A positive ‘Covid’ case amongst a staff member following a face to face meeting in February 2022. A review of why it happened, what went well, what could have been done better and learning points was carried out and disseminated to the team.

Infection Prevention Control Audits & Actions:

The Annual Infection Prevention and Control Audit was completed across the three sites by the IC Nursing Lead Katie Aldred on commencement of the role in June 2022.
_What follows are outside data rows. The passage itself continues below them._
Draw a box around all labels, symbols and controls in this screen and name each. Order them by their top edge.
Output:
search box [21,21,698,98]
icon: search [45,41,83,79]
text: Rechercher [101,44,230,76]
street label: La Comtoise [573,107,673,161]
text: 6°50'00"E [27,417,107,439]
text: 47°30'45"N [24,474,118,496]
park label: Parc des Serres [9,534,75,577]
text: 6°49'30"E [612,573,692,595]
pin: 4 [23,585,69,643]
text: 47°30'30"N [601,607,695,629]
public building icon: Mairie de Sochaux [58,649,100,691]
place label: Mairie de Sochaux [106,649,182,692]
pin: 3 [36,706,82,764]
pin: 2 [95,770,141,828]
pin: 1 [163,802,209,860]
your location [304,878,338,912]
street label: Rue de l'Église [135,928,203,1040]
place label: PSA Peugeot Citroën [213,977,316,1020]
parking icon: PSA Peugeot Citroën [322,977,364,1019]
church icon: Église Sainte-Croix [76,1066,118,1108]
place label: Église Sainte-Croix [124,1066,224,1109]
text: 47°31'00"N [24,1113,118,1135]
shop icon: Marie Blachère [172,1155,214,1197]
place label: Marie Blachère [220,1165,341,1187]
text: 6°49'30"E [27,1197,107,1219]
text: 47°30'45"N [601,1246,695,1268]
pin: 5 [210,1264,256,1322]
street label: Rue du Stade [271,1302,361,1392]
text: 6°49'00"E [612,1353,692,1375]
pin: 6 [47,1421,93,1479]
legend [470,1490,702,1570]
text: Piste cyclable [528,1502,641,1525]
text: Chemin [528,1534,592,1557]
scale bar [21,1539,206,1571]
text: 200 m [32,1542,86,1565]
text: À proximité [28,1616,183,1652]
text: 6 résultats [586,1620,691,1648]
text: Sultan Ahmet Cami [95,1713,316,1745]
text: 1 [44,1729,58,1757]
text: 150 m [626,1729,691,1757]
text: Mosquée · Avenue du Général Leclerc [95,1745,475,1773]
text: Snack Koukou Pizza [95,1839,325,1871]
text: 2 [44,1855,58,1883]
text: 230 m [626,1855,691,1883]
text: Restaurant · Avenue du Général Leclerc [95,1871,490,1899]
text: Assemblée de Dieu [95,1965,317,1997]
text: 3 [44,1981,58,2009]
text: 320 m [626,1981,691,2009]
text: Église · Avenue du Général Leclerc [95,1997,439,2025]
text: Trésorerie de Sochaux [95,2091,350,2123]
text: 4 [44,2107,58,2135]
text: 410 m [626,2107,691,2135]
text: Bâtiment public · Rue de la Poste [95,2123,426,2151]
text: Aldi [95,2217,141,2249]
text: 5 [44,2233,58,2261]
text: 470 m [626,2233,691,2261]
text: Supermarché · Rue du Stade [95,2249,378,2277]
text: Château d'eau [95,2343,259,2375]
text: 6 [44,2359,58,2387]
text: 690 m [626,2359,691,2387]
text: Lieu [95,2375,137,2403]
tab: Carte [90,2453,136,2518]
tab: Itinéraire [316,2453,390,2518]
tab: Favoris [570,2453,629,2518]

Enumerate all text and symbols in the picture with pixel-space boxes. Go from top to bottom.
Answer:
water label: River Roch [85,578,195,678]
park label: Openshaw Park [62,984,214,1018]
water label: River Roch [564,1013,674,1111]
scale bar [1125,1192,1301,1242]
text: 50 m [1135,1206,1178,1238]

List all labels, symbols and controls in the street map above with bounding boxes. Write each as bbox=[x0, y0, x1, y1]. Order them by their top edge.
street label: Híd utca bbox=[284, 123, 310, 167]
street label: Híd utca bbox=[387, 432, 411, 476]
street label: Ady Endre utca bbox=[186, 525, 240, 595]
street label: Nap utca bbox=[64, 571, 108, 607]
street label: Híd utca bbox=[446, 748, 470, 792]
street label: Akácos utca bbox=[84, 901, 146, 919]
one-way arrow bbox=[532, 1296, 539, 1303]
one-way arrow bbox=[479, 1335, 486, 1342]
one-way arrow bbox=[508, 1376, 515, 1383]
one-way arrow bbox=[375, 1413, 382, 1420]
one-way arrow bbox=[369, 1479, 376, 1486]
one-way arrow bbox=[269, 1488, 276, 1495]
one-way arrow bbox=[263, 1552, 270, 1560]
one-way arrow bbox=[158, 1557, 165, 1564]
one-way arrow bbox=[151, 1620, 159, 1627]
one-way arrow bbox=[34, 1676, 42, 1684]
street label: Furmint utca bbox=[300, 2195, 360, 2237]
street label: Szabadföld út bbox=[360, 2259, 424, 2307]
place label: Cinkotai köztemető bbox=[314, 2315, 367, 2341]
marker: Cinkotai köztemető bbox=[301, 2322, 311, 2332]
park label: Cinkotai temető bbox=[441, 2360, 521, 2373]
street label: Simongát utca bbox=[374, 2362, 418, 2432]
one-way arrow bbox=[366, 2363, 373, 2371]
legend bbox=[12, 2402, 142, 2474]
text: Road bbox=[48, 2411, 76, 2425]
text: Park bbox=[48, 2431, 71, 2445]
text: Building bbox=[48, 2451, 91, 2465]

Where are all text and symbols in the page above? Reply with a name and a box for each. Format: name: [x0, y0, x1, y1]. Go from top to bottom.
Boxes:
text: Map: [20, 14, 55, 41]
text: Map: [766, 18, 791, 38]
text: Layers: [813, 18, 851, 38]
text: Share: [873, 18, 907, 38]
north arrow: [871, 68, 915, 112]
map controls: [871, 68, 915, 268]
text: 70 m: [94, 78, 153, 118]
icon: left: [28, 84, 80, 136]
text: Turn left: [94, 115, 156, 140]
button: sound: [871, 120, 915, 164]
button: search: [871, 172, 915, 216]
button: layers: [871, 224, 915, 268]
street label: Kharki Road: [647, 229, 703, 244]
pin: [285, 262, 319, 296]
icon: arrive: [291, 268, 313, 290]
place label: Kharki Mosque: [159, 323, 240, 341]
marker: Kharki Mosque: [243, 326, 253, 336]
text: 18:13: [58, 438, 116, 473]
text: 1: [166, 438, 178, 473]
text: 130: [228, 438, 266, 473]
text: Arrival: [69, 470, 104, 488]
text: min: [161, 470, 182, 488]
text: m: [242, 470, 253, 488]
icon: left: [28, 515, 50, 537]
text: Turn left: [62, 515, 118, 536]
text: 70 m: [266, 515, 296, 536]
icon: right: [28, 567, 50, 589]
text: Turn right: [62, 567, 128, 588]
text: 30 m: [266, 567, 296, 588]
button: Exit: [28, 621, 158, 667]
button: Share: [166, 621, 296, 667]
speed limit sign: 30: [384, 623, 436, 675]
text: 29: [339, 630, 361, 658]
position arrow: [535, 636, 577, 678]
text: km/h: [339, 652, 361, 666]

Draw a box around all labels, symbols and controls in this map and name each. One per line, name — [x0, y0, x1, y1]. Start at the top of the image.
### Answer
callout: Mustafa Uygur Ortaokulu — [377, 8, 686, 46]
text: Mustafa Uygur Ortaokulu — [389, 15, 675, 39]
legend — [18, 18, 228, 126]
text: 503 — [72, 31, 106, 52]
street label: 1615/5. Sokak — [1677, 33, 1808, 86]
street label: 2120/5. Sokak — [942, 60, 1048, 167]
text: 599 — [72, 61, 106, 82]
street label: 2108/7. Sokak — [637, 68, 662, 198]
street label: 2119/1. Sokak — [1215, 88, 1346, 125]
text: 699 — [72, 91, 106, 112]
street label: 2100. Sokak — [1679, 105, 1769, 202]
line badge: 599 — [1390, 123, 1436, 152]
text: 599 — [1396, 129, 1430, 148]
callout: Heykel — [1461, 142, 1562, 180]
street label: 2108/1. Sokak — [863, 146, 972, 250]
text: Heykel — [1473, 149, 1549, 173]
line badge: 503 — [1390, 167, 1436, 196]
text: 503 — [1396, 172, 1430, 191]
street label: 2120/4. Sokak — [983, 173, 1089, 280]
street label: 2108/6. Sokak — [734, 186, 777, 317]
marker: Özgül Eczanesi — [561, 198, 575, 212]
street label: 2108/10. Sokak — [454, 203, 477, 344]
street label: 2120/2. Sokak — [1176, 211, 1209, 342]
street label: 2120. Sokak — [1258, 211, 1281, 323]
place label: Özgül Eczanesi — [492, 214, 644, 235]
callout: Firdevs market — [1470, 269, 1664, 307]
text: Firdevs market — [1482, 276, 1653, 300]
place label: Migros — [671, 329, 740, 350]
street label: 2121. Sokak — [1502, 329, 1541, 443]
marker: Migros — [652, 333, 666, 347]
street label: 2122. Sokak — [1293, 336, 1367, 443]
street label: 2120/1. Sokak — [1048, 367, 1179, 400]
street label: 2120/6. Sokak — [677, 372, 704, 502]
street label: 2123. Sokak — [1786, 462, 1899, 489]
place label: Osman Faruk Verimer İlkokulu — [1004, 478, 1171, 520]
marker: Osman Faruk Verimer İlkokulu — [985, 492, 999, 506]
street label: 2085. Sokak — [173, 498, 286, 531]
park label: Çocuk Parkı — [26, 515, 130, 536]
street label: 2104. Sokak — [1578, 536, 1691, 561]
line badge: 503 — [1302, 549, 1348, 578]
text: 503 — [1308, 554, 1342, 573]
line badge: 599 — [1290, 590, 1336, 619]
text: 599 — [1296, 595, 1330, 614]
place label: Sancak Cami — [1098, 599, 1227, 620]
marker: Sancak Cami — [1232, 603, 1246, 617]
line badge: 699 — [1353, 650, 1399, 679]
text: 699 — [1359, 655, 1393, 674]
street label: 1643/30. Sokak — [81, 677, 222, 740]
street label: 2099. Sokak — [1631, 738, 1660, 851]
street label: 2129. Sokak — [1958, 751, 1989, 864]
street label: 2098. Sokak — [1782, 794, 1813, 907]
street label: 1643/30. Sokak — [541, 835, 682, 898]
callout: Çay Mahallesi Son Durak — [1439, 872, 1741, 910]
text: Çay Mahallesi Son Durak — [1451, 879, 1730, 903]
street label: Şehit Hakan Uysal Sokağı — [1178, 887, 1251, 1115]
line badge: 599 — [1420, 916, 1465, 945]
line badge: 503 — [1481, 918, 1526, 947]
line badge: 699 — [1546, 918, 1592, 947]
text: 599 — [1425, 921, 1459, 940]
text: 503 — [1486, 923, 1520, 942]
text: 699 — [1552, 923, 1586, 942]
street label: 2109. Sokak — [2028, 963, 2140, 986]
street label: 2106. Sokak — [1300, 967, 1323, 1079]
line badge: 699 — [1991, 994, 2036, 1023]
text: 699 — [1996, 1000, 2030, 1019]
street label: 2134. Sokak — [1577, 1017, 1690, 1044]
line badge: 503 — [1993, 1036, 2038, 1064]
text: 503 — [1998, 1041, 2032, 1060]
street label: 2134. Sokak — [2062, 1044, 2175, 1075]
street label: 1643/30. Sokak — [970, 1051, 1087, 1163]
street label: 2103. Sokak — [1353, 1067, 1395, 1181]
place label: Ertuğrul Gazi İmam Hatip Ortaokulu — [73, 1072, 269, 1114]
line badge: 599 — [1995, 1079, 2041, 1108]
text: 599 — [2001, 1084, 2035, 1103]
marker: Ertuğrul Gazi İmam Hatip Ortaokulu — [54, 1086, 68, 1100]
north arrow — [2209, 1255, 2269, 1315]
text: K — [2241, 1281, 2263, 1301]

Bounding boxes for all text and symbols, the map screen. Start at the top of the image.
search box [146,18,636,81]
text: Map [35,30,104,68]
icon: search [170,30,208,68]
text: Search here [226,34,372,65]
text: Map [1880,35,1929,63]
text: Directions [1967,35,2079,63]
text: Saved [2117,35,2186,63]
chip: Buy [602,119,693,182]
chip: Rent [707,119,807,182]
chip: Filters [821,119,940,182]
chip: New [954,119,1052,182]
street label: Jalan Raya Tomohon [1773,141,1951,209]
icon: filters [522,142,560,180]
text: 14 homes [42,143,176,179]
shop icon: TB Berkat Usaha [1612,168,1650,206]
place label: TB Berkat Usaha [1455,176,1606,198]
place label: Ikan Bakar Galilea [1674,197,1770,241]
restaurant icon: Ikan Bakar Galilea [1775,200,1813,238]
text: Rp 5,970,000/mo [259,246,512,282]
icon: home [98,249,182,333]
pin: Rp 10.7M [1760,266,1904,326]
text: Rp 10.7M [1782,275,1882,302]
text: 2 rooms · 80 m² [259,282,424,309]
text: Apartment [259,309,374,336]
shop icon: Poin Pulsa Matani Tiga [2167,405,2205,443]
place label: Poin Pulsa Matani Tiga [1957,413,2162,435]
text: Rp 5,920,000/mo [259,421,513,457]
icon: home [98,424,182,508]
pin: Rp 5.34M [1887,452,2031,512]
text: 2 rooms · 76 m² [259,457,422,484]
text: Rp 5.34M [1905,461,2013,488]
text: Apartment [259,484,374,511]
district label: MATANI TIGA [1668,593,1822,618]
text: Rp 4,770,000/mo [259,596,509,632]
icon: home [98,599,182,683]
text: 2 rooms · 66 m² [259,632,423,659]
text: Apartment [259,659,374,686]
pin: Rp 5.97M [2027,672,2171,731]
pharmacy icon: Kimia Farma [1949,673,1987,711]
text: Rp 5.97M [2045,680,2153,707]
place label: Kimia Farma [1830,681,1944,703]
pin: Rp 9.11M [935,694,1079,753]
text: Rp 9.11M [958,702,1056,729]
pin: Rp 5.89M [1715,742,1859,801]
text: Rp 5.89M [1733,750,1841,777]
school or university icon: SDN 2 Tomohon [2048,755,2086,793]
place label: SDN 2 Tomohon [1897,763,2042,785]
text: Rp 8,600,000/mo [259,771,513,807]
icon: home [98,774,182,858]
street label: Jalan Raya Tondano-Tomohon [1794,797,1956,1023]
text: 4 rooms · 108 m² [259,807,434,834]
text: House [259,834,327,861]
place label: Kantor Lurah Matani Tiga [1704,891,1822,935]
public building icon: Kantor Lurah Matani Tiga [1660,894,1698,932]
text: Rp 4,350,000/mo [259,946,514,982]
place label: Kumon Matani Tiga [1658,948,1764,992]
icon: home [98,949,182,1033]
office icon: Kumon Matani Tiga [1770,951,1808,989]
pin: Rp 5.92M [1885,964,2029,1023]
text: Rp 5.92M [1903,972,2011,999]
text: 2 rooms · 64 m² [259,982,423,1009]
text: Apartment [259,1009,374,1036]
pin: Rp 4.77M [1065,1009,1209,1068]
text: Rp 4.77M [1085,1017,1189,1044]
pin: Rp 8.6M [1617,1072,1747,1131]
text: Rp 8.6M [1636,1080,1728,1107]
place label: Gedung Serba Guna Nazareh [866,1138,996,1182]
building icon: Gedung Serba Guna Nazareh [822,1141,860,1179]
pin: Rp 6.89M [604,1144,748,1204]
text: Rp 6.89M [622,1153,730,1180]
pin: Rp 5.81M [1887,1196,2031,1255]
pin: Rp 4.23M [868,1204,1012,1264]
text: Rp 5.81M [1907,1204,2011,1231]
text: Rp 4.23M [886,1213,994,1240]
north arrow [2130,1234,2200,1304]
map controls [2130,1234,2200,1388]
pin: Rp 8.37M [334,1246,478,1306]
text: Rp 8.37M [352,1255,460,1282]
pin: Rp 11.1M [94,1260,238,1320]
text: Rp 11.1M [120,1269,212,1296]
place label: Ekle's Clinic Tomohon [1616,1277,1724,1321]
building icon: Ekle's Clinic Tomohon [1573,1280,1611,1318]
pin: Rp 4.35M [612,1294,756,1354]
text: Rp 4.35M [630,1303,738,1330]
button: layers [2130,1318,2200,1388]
As a result of this audit, the following changes were put in place:

Healthcare Professionals daily cleaning schedules were enhanced. Designated staff became responsible for areas and allocated time was given to complete.
New furniture was purchased over the 3 sites to comply with the National Standards for Cleanliness.
Designated Infection Control Noticeboards were introduced in waiting areas to inform visitors/patients of relevant Infection Control news.
Smaller monthly Environmental Audits of each building have been introduced and are the responsibility of the ICL. This has resulted in a more robust process and allowed for any necessary alterations to be addressed in a more timely fashion.
Hand Hygiene Audits have been completed on a broad selection of staff, alongside annual training in this area. Outcome: High standards of Hand Hygiene maintained at all times.


Risk Assessments:

Risk assessments are carried out so that best practice can be established and then followed. In the last year the following risk assessments were carried out / reviewed:

Clinical room chairs: The practice has conducted/reviewed the risk of transmission of infection on fabric clinical room chairs, as a result new wipe able ergonomic chairs were purchased.
Bins: The practice has conducted/reviewed the risk of transmission of infection on bin lids that are not foot pedal operated, as a result hands free bins have been ordered.
Legionella (Water) Risk Assessment: The practice has conducted/reviewed its water safety risk assessment to ensure that the water supply does not pose a risk to patients, visitors or staff.
Mask wearing: The practice has conducted/reviewed the risk of transmission of infection between receptionists, as mask wearing is not compulsory. To ensure good communication with service users, screens are in place, there is good ventilation and where possible receptionists remain distanced.
No Cleaners Room at MO: The practice has conducted/reviewed the risk of transmission of infection due to the sharing of the staff room with the cleaner’s cupboard. Proposal drafted to reconfigure layout of building and develop adequate/safe space for the cleaning company to store equipment.
Immunisation: As a practice we ensure all staff that are required to have a course are up to date with their Hepatitis B immunisations and offered any other occupational health vaccinations applicable to their role (i.e. MMR, Seasonal Flu,). An HR Manager has been appointed to ensure the streamlining of this service.
Cleaning specifications, frequencies and cleanliness: We have a cleaning specification and frequency policy which designated staff work to, signing when complete. This includes all aspects in the surgery including cleanliness of equipment.
Broad IPC risk assessment carried out in order to identify and rectify infrastructural risk.
Training:

All face fronting staff receive annual online training in infection prevention and control and all non-facing staff a minimum of biennial training.
Hand hygiene training is implemented and features as part of our induction. Staff receive regular reminders to view the uploaded NHS Hand Hygiene video and donning and doffing of PPE clip to remind themselves of the correct protocol.
Relevant Infection Prevention & Control presentations are regularly reviewed/updated and shared at clinical/non clinical meetings.
Policies:

Policies relating to Infection Prevention and Control are available to all staff and are reviewed and updated annually, and are amended on an on-going basis as current advice, guidance and legislation changes.

Responsibility:

It is the responsibility of each individual to be familiar with this Statement and their roles and responsibilities under this.

Review Date:

July 2023.

Responsibility for review:

IC Lead together with the support of the Practice Director & Operations Manager.